No canal do Oscar no YouTube, bandeirinhas verde-amarelas dominavam o chat de interações globais durante o anúncio dos indicados à 97ª edição do prêmio máximo do cinema, na última quinta-feira, 23. A plateia on-line não se decepcionou. O longa Ainda Estou Aqui conquistou a esperada indicação na categoria de filme internacional e entrou na acirrada disputa pela estatueta de atriz, com Fernanda Torres. Quando o brasileiro já se dava por satisfeito, a surpresa: a produção dirigida por Walter Salles abocanhou um lugar na principal categoria da festa, a de melhor filme. Um feito inédito: Ainda Estou Aqui é a primeira produção nacional a disputar o Oscar mais cobiçado. A melhor campanha do país no prêmio até hoje havia sido a de Cidade de Deus, que em 2004 esteve em quatro categorias: direção, roteiro adaptado, fotografia e edição. Em qualquer delas, o Brasil nunca trouxe um Oscar para casa. Agora, Ainda Estou Aqui se impõe como um nome respeitável na disputa.
A celebração com cara de vitória suada na semifinal da Copa do Mundo não é para menos. Ver a consagração de uma produção feita no Brasil, falada em português e que narra uma trama real tão cara à história do país é histórico. Numa era de autoritarismo em expansão no mundo, com reflexos no Brasil, como ficou claro na trama golpista de 2022, Ainda Estou Aqui apresenta com sensibilidade a jornada de Eunice Paiva após seu marido, o ex-deputado Rubens Paiva (no filme, Selton Mello), ser torturado e morto nos porões do regime militar em 1971, deixando um vazio na vida de Eunice e de seus cinco filhos — entre eles, Marcelo Rubens Paiva, autor do livro em que o filme se baseia. “Estou muito emocionada, muito surpresa”, disse Fernanda, impecável como Eunice na tela, após a indicação. A atriz não teve coragem de acompanhar o anúncio ao vivo: esperou alguém da família informar o resultado. “Amo o Brasil e estou muito orgulhosa de uma história brasileira fazer sentido no mundo”, festejou.

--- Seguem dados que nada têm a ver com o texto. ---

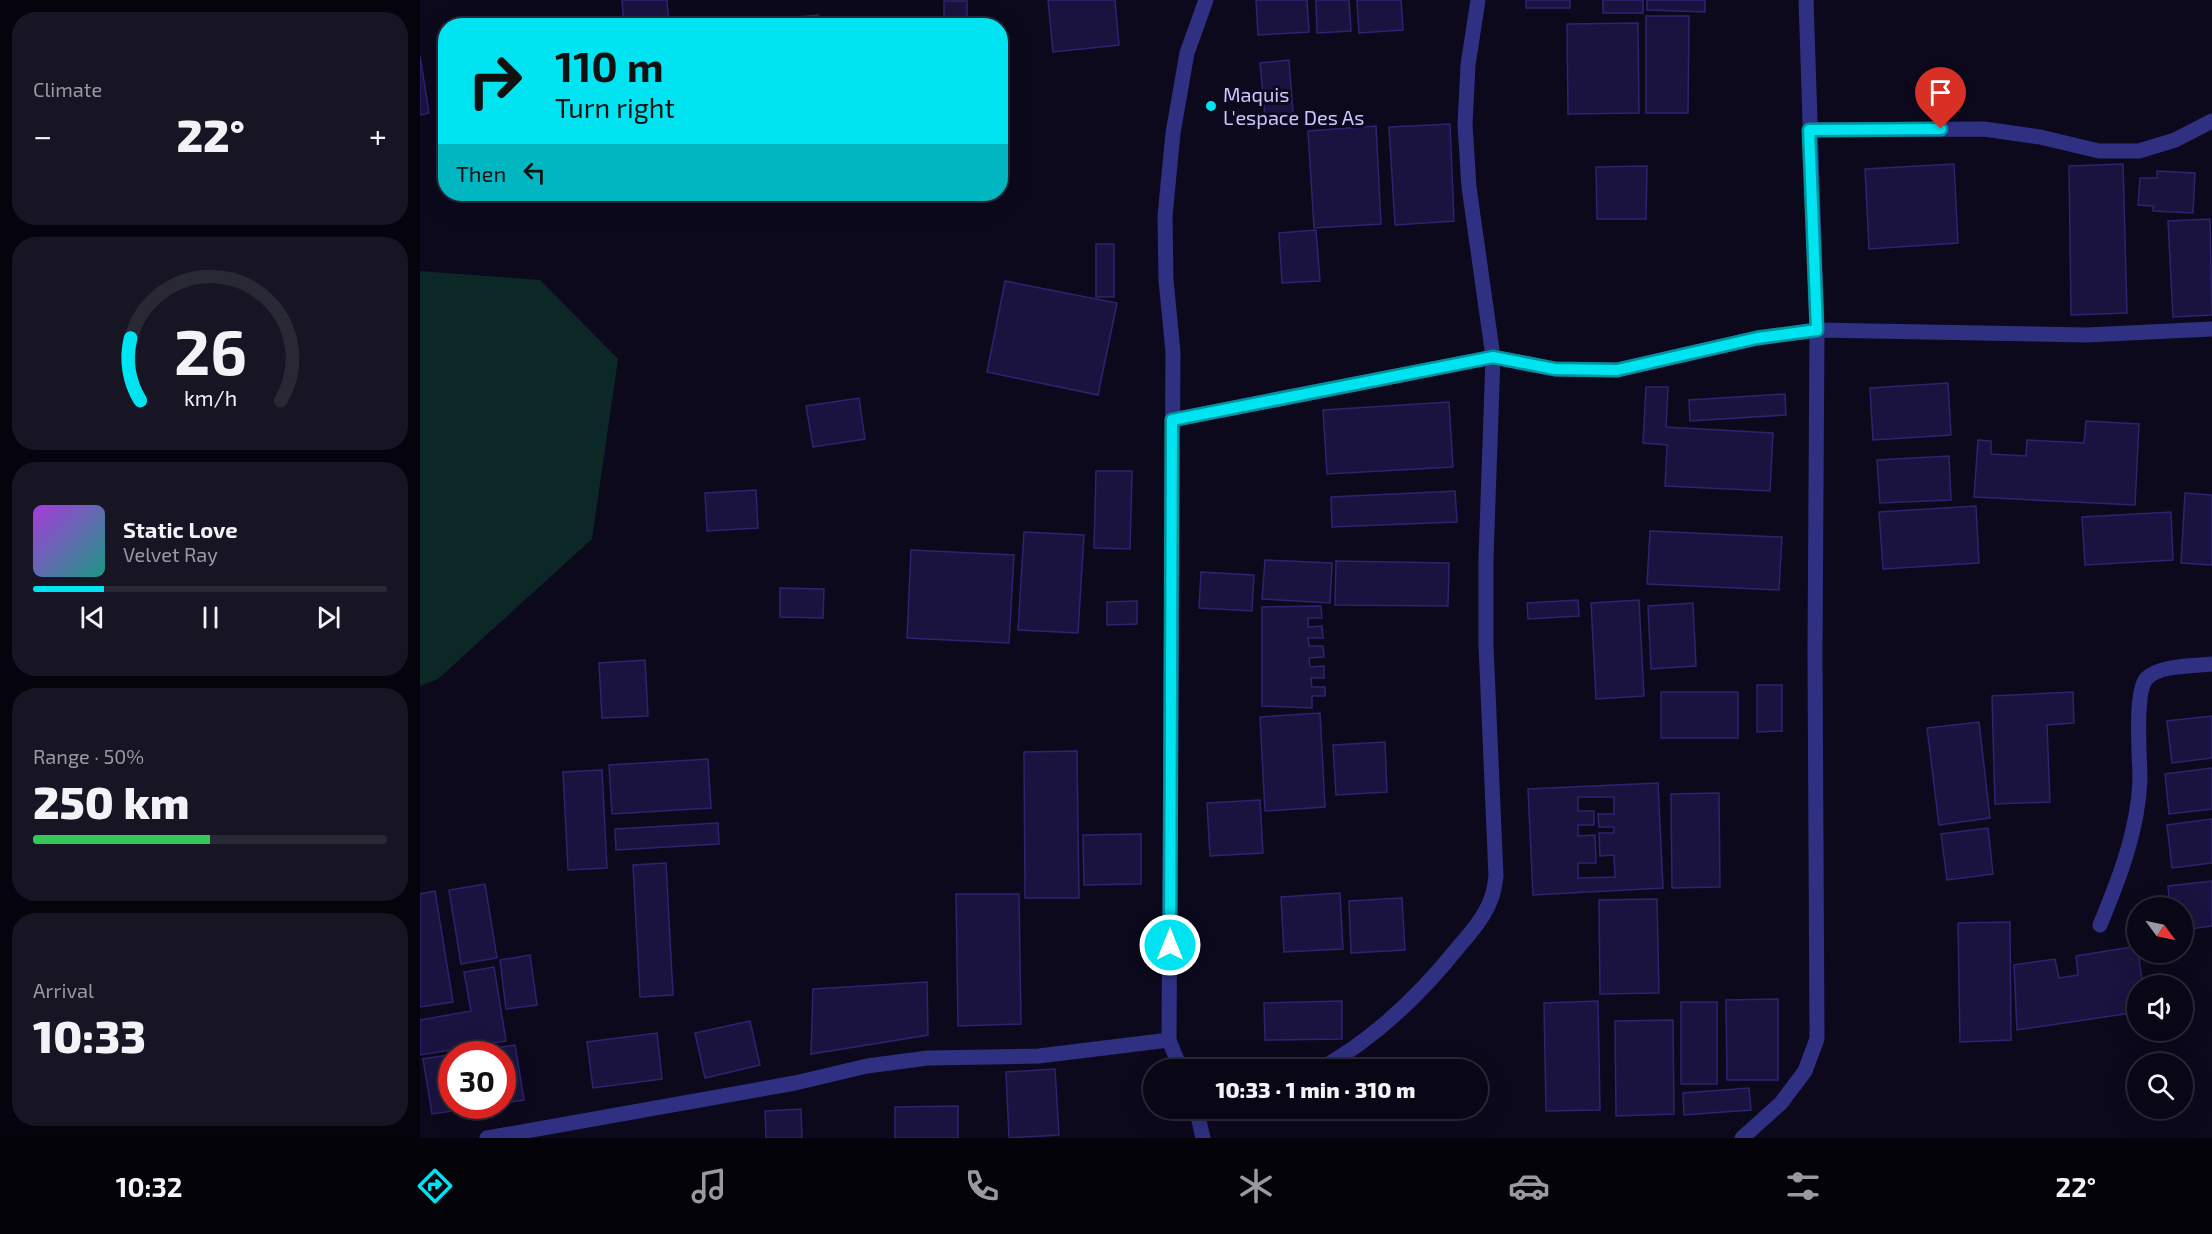 <!DOCTYPE html>
<meta charset="utf-8">
<style>
:root{--surface:#090716;--page:#171523;--text:#f1f3f6;--muted:#9999a1;--line:#292835;--accent:#00e4f1}
body{margin:0;font-family:"Exo 2",sans-serif;background:var(--page);color:var(--text);height:100vh;display:flex;flex-direction:column;font-size:22px;white-space:nowrap}
*{box-sizing:border-box;margin:0}
p{font-size:20px;color:var(--muted)}
.icon{flex:none;width:33px;height:33px;fill:none;stroke:currentColor;stroke-width:2;stroke-linecap:round;stroke-linejoin:round}
.map{position:relative;flex:1;overflow:hidden}
.side{display:flex;flex-direction:column;gap:12px;padding:12px;background:#05040c;width:420px}
.side>*{flex:none}
.guide{position:absolute;left:18px;top:18px;width:570px;height:183px;border-radius:24px;box-shadow:0 6px 24px #0002,0 0 0 2px var(--line);background:#00e4f1;color:#111;overflow:hidden}
.needle{width:39px;rotate:123deg}
.fabs{position:absolute;left:1707px;top:897px;display:grid;gap:12px}
.fabs a{display:grid;place-items:center;width:66px;height:66px;border-radius:50%;background:var(--surface);box-shadow:0 6px 24px #0002,0 0 0 2px var(--line);font-size:30px}
.speed{position:absolute;left:18px;top:1041px;display:flex;gap:12px;font-size:30px;font-weight:700;text-align:center}
.speed>*{display:grid;place-content:center;width:78px;height:78px;border-radius:50%;background:var(--surface);box-shadow:0 6px 24px #0002,0 0 0 2px var(--line);line-height:1}
.speed .limit{border:9px solid #d22;background:#fff;color:#111}
.pin{position:absolute;display:grid;place-items:center;width:51px;height:51px;color:#fff;margin:-62px -26px;border-radius:50% 50% 50% 0;rotate:-45deg;box-shadow:0 0 6px #0007}
.pin .icon{rotate:45deg}
.me{position:absolute;width:66px;margin:-33px;rotate:0deg;stroke-linejoin:round;filter:drop-shadow(0 0 4px #0008)}
.turn{display:flex;align-items:center;gap:21px;height:126px;padding:0 18px;font-size:27px}
.turn .icon{width:78px;height:78px;stroke-width:2.5}
.turn b{display:block;font-size:42px;line-height:51px}
.then{display:flex;align-items:center;height:57px;padding:0 18px;background:#0003;gap:12px;font-size:22px}
.big{font-size:45px;font-weight:800;line-height:1.1}
.side .widget{flex:1;display:flex;flex-direction:column;justify-content:center;gap:9px;min-width:0;padding:0 21px;border-radius:24px;background:var(--page)}
.side .dial{align-items:center;gap:0}
.dial svg{height:156px;overflow:visible;fill:none;stroke:var(--line);stroke-width:7;stroke-linecap:round;text-anchor:middle}
.dial text{fill:var(--text);stroke:none}
.song{display:flex;align-items:center;gap:18px}
.cover{width:72px;height:72px;border-radius:9px;background:linear-gradient(135deg,hsl(280 70% 55%),hsl(170 70% 35%))}
.played{height:6px;border-radius:3px;background:linear-gradient(90deg,var(--accent) 20%,var(--line) 20%)}
.keys{display:flex;justify-content:space-around;direction:ltr}
.heat{display:flex;justify-content:space-between;align-items:center;font-size:33px;direction:ltr}
.charge{height:9px;border-radius:4px;background:linear-gradient(90deg,#34c759 50%,var(--line) 0)}
.trip{position:absolute;left:723px;top:1059px;width:345px;height:60px;border-radius:30px;background:var(--surface);box-shadow:0 6px 24px #0002,0 0 0 2px var(--line);font-weight:800;line-height:60px;text-align:center}
.tabs{display:flex;height:96px;justify-content:space-around;align-items:center;background:#040309;color:var(--muted)}
.tabs .icon{width:42px;height:42px}
.tabs .on{color:var(--accent)}
.tabs b{font-size:27px;color:var(--text)}
main{display:flex;flex:1;min-height:0}
.map>svg:first-child{display:block}
</style>
<main>
<section class="side">
<div class="widget"><p>Climate</p>
<div class="heat"><a>−</a><b class="big">22°</b><a>+</a></div>
</div>
<div class="widget dial"><svg viewBox="0 0 100 80">
<path d="M14 69A42 42 0 1 1 86 69"/>
<path d="M14 69A42 42 0 0 1 9 37" stroke="#00e4f1"/>
<text x="50" y="56" font-size="32" font-weight="700">26</text>
<text x="50" y="72" font-size="11">km/h</text>
</svg></div>
<div class="widget">
<div class="song"><i class="cover"></i><div><b>Static Love</b><p>Velvet Ray</p></div></div>
<div class="played"></div>
<div class="keys"><svg class="icon" aria-label="previous" viewBox="0 0 24 24"><path d="M18 5L8 12l10 7zM5 5v14"/></svg><svg class="icon" aria-label="pause" viewBox="0 0 24 24"><path d="M8 5v14M16 5v14"/></svg><svg class="icon" aria-label="next" viewBox="0 0 24 24"><path d="M6 5l10 7-10 7zM19 5v14"/></svg></div>
</div>
<div class="widget"><p>Range · 50%</p><b class="big">250 km</b><div class="charge"></div></div>
<div class="widget"><p>Arrival</p><b class="big">10:33</b></div>
</section>
<div class="map">
<svg width="1792" height="1138" viewBox="0 0 1792 1138">
<rect width="100%" height="100%" fill="#0c091d"/>
<!-- green -->
<polygon fill="#0c2826" points="0,271 120,280 198,359 172,539 18,679 0,686"/>
<!-- building -->
<g fill="#1a1340" stroke="#2e236f" stroke-width="1.5" fill-rule="evenodd">
<polygon points="202,0 247,0 249,26 204,26"/>
<polygon points="628,0 695,0 699,45 633,52"/>
<polygon points="836,0 887,0 889,32 838,35"/>
<polygon points="896,0 929,0 931,31 897,33"/>
<polygon points="937,0 981,0 983,30 939,33"/>
<rect x="1106" y="0" width="44" height="8"/>
<rect x="1183" y="0" width="40" height="13"/>
<polygon points="1227,0 1285,0 1285,12 1227,10"/>
<rect x="524" y="1" width="23" height="25"/>
<polygon points="398,15 399,26 358,26 357,19"/>
<polygon points="1226,16 1269,16 1268,113 1226,113"/>
<polygon points="1218,23 1219,113 1148,114 1147,24"/>
<polygon points="0,56 9,113 0,115"/>
<polygon points="869,60 873,113 845,116 840,63"/>
<polygon points="1030,124 1034,221 975,225 969,127"/>
<polygon points="956,126 961,224 894,228 888,131"/>
<polygon points="1534,164 1538,243 1449,249 1445,169"/>
<polygon points="1703,164 1707,313 1651,315 1649,166"/>
<polygon points="1227,166 1226,219 1177,219 1176,167"/>
<polygon points="1737,171 1775,173 1773,213 1733,211 1733,206 1718,205 1720,178 1737,178"/>
<polygon points="1790,219 1792,315 1753,317 1748,221"/>
<polygon points="896,230 900,281 862,283 859,233"/>
<rect x="676" y="244" width="18" height="53"/>
<polygon points="585,281 697,303 678,395 567,372"/>
<polygon points="1528,383 1531,435 1453,440 1450,388"/>
<polygon points="1226,387 1248,387 1246,427 1353,433 1350,491 1245,486 1247,445 1223,443"/>
<polygon points="1365,394 1366,415 1270,421 1269,400"/>
<polygon points="439,398 445,439 393,447 386,406"/>
<polygon points="1029,402 1033,467 907,474 903,410"/>
<polygon points="1666,421 1719,424 1715,505 1554,497 1558,440 1571,441 1571,454 1606,456 1607,440 1664,443"/>
<polygon points="1529,456 1531,500 1460,503 1457,460"/>
<polygon points="676,471 712,471 710,549 674,548"/>
<polygon points="336,490 338,528 287,531 285,493"/>
<polygon points="1035,491 1037,522 912,527 911,497"/>
<polygon points="1765,493 1792,495 1792,565 1761,563"/>
<polygon points="1556,506 1559,563 1463,569 1459,512"/>
<polygon points="1751,512 1753,560 1665,565 1662,517"/>
<polygon points="1230,531 1362,537 1359,590 1227,584"/>
<polygon points="604,532 664,535 658,633 598,630"/>
<polygon points="491,550 594,555 589,643 487,638"/>
<polygon points="845,560 912,563 910,603 842,599"/>
<polygon points="916,561 1029,563 1028,606 915,605"/>
<polygon points="781,572 834,575 832,611 779,608"/>
<polygon points="360,588 404,589 403,618 360,617"/>
<polygon points="1158,600 1159,616 1108,619 1107,603"/>
<polygon points="1219,600 1224,696 1176,699 1171,603"/>
<polygon points="717,601 717,624 687,625 687,602"/>
<polygon points="1273,603 1276,666 1231,669 1228,606"/>
<polygon points="901,606 902,618 888,618 888,627 902,626 903,638 888,638 889,646 903,646 904,657 889,658 890,667 904,666 904,678 891,678 892,687 905,687 905,696 892,696 892,708 842,706 842,607"/>
<polygon points="225,660 228,716 182,718 179,663"/>
<polygon points="1337,685 1362,685 1362,731 1337,732"/>
<rect x="1241" y="692" width="77" height="46"/>
<polygon points="1653,692 1654,723 1627,725 1630,802 1575,804 1572,696"/>
<polygon points="900,713 905,807 845,811 840,717"/>
<polygon points="1792,716 1792,758 1752,763 1747,721"/>
<polygon points="1559,722 1570,818 1519,825 1507,728"/>
<polygon points="965,742 967,792 916,795 913,745"/>
<polygon points="657,751 659,898 605,898 604,752"/>
<polygon points="288,759 291,808 192,814 189,765"/>
<polygon points="1792,768 1792,809 1749,814 1745,774"/>
<polygon points="182,770 187,868 148,870 143,772"/>
<path d="M1238 783 1243 888 1113 895 1108 789ZM1158 797H1194V814H1178L1179 827H1194V833H1179L1180 856 1194 855 1195 877 1158 878V863H1176L1175 835 1158 836V825H1174V811H1158Z"/>
<polygon points="1299,793 1300,887 1252,888 1251,794"/>
<polygon points="840,800 843,853 790,856 787,803"/>
<polygon points="1792,819 1792,863 1752,868 1747,825"/>
<polygon points="298,823 299,844 196,850 195,829"/>
<polygon points="1568,828 1573,874 1527,880 1521,834"/>
<polygon points="721,834 721,884 664,885 663,835"/>
<polygon points="246,863 253,995 220,997 213,865"/>
<polygon points="1792,881 1792,926 1762,930 1762,908 1750,908 1748,886"/>
<polygon points="65,884 77,958 41,964 29,890"/>
<polygon points="15,891 33,1002 0,1007 0,894"/>
<polygon points="920,893 923,949 864,952 861,897"/>
<polygon points="536,894 599,894 601,1024 538,1026"/>
<polygon points="982,898 985,950 931,953 929,901"/>
<polygon points="1237,899 1239,993 1180,994 1179,900"/>
<polygon points="1590,922 1591,1040 1540,1042 1538,923"/>
<polygon points="1717,946 1723,986 1718,986 1718,1012 1597,1030 1594,965 1635,959 1639,978 1658,975 1656,956"/>
<polygon points="110,955 117,1005 86,1009 80,960"/>
<polygon points="74,967 86,1041 0,1055 0,1020 51,1011 44,972"/>
<polygon points="507,982 508,1035 391,1054 393,989"/>
<polygon points="1358,999 1358,1080 1307,1080 1306,1000"/>
<polygon points="922,1001 922,1039 845,1040 844,1003"/>
<polygon points="1178,1001 1180,1110 1126,1111 1124,1003"/>
<rect x="1261" y="1002" width="36" height="82"/>
<polygon points="1253,1020 1254,1114 1196,1116 1195,1021"/>
<polygon points="330,1021 340,1065 285,1078 275,1033"/>
<polygon points="237,1033 242,1079 173,1088 167,1042"/>
<polygon points="95,1045 104,1100 82,1103 82,1054 32,1054 32,1106 66,1106 12,1114 3,1059"/>
<polygon points="635,1069 639,1135 589,1138 586,1072"/>
<polygon points="1329,1088 1331,1110 1264,1115 1263,1093"/>
<polygon points="538,1106 538,1138 475,1138 475,1107"/>
<polygon points="381,1109 382,1138 346,1138 345,1111"/>
</g>
<g fill="none" stroke-linecap="round" stroke-linejoin="round">
<!-- street -->
<g stroke="#2f3082" stroke-width="15">
<polyline points="1389,130 1564,129 1620,137 1679,151 1719,151 1755,140 1792,121"/>
<polyline points="752,420 1073,357 1135,369 1197,370 1337,338 1397,330 1667,335 1792,329"/>
<path d="M1680 925C1699 879 1718 831 1720 780 1720 759 1714 694 1726 679 1738 665 1774 666 1792 664"/>
<polyline points="761,1070 749,1040 753,352 746,280 745,216 753,133 767,53 786,0"/>
<path d="M898 1070C955 1039 1001 994 1040 945 1052 931 1065 916 1071 899 1074 892 1075 884 1076 876L1066 645V558L1073 357 1049 187 1045 125 1048 65 1058 0"/>
<polyline points="776,1108 783,1138"/>
<polyline points="778,1114 794,1108"/>
<polyline points="67,1138 375,1083 447,1066 508,1058 619,1056 749,1040"/>
<polyline points="1322,1138 1361,1103 1385,1071 1397,1039 1395,653 1397,330 1386,0"/>
</g>
</g>
<g fill="none" stroke-linecap="round" stroke-linejoin="round">
<defs>
<polyline id="route" points="750,945 752,420 1073,357 1135,369 1197,370 1337,338 1397,330 1389,130 1521,129"/>
</defs>
<!-- route casing -->
<use href="#route" stroke="#00949d" stroke-width="15"/>
<!-- route -->
<use href="#route" stroke="#00e4f1" stroke-width="10"/>
</g>
<!-- markers -->
<circle fill="#00e4f1" stroke="#0c091d" stroke-width="2" cx="791" cy="106" r="6"/>
<g text-anchor="middle" stroke-width="6" stroke-linejoin="round" paint-order="stroke">
<!-- poi labels -->
<g font-size="20" fill="#cac6ff" stroke="#0c091d" text-anchor="start">
<text x="803" y="102">Maquis<tspan x="803" dy="23">L'espace Des As</tspan></text>
</g>
</g>
</svg>
<div class="fabs">
<a><svg class="needle" viewBox="-14 -14 28 28"><path d="M0-13l5 13h-10z" fill="#e53935"/><path d="M0 13l5-13h-10z" fill="#9999a1"/></svg></a>
<a><svg class="icon" aria-label="sound" viewBox="0 0 24 24"><path d="M4 9h4l5-4v14l-5-4H4zM17 9q2 3 0 6"/></svg></a>
<a><svg class="icon" aria-label="search" viewBox="0 0 24 24"><circle cx="10" cy="10" r="6"/><path d="M15 15l6 6"/></svg></a>
</div>
<div class="speed"><div class="limit">30</div></div>
<div class="pin" style="left:1521px;top:129px;background:#d93025"><svg class="icon" aria-label="arrive" viewBox="0 0 24 24"><path d="M6 21V4h12l-3 4 3 4H6"/></svg></div>
<svg class="me" style="left:750px;top:945px" viewBox="-20 -20 40 40"><circle r="17" fill="#00e4f1" stroke="#fff" stroke-width="3"/><path d="M0-11L8 9 0 5-8 9z" fill="#fff"/></svg>
<div class="trip">10:33 · 1 min · 310 m</div>
<div class="guide">
<div class="turn"><svg class="icon" aria-label="right" viewBox="0 0 24 24"><path d="M7 20v-9h11M14 6l5 5-5 5"/></svg><div><b>110 m</b>Turn right</div></div>
<div class="then">Then<svg class="icon" aria-label="left" viewBox="0 0 24 24"><path d="M17 20v-9H6M10 6l-5 5 5 5"/></svg></div>
</div>
</div>
</main>
<nav class="tabs">
<b>10:32</b>
<svg class="icon on" aria-label="directions" viewBox="0 0 24 24"><path d="M12 3l9 9-9 9-9-9zM9 14v-3h6M13 9l2 2-2 2"/></svg>
<svg class="icon" aria-label="music" viewBox="0 0 24 24"><path d="M9 18V5l10-2v13"/><circle cx="6" cy="18" r="3"/><circle cx="16" cy="16" r="3"/></svg>
<svg class="icon" aria-label="phone" viewBox="0 0 24 24"><path d="M5 4h4l2 5-3 2q2 4 5 5l2-3 5 2v4C11 20 4 13 5 4z"/></svg>
<svg class="icon" aria-label="climate" viewBox="0 0 24 24"><path d="M12 3v18M4 7l16 10M4 17L20 7"/></svg>
<svg class="icon" aria-label="car" viewBox="0 0 24 24"><path d="M5 17H2v-5l4-1 3-4h7l3 4 3 1v5h-3M9 17h6M6 11h13"/><circle cx="7" cy="17" r="2"/><circle cx="17" cy="17" r="2"/></svg>
<svg class="icon" aria-label="filters" viewBox="0 0 24 24"><path d="M4 7h16M4 17h16"/><circle cx="9" cy="7" r="2"/><circle cx="15" cy="17" r="2"/></svg>
<b>22°</b>
</nav>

Apesar de azarão entre os dez selecionados para filme do ano — na disputa há pesos-pesados como O Brutalista, Conclave e Anora —, a presença da produção nacional na categoria eleva, e muito, as chances de vitória entre os filmes estrangeiros. Historicamente, sete dos nove títulos indicados tanto em melhor filme quanto internacional saíram vitoriosos nessa última categoria. A pedra no caminho do Brasil é o musical francês Emilia Pérez, que concorre em treze categorias no total, entre elas as mesmas três de Ainda Estou Aqui — a espanhola Karla Sofía Gascón, primeira mulher trans da história a concorrer ao Oscar, disputa o prêmio de atriz com Fernanda. A brasileira, porém, está bem na foto. A vitória no Globo de Ouro lhe deu ampla visibilidade — e o engajamento dos brasileiros nas redes sociais fez com que seu rosto ganhasse mais espaço em publicações gringas. A principal rival de Fernanda é Demi Moore, que levou o Globo de Ouro na categoria de comédia por A Substância. Mas até o dia 2 de março, quando as estatuetas serão entregues, muita água vai rolar. Emilia Pérez, por exemplo, vem perdendo força por polêmicas como o uso de inteligência artificial na voz de Karla Sofía — e o fato de o roteiro ser ambientado no México, mas contar com estrelas americanas e uma europeia no protagonismo.
Enquanto isso, o trio formado por Fernanda, Salles e Mello retorna ao trabalho duro de fazer campanha pelo prêmio. Estrategista, o cineasta carioca — em parceria com a distribuidora americana Sony Pictures Classics — mirou em duas frentes na busca pelas indicações. A primeira foi ligar o cenário ditatorial do Brasil nos anos 1970 com a ascensão da extrema direita no mundo, paralelo repetido por eles frequentemente em entrevistas; segundo, destacar as correspondências nas trajetórias de Fernanda Torres e sua mãe, Fernanda Montenegro. Em 1999, a dama do teatro e do cinema nacional foi a primeira brasileira indicada ao Oscar de atriz por Central do Brasil, também de Salles. Agora, Torres quebra um jejum de 26 anos para se tornar a segunda da história a representar o país na categoria. Seja qual for o resultado dessa final de disputa que por aqui ganhou clima de uma Copa do Mundo cinematográfica, Ainda Estou Aqui já venceu de goleada.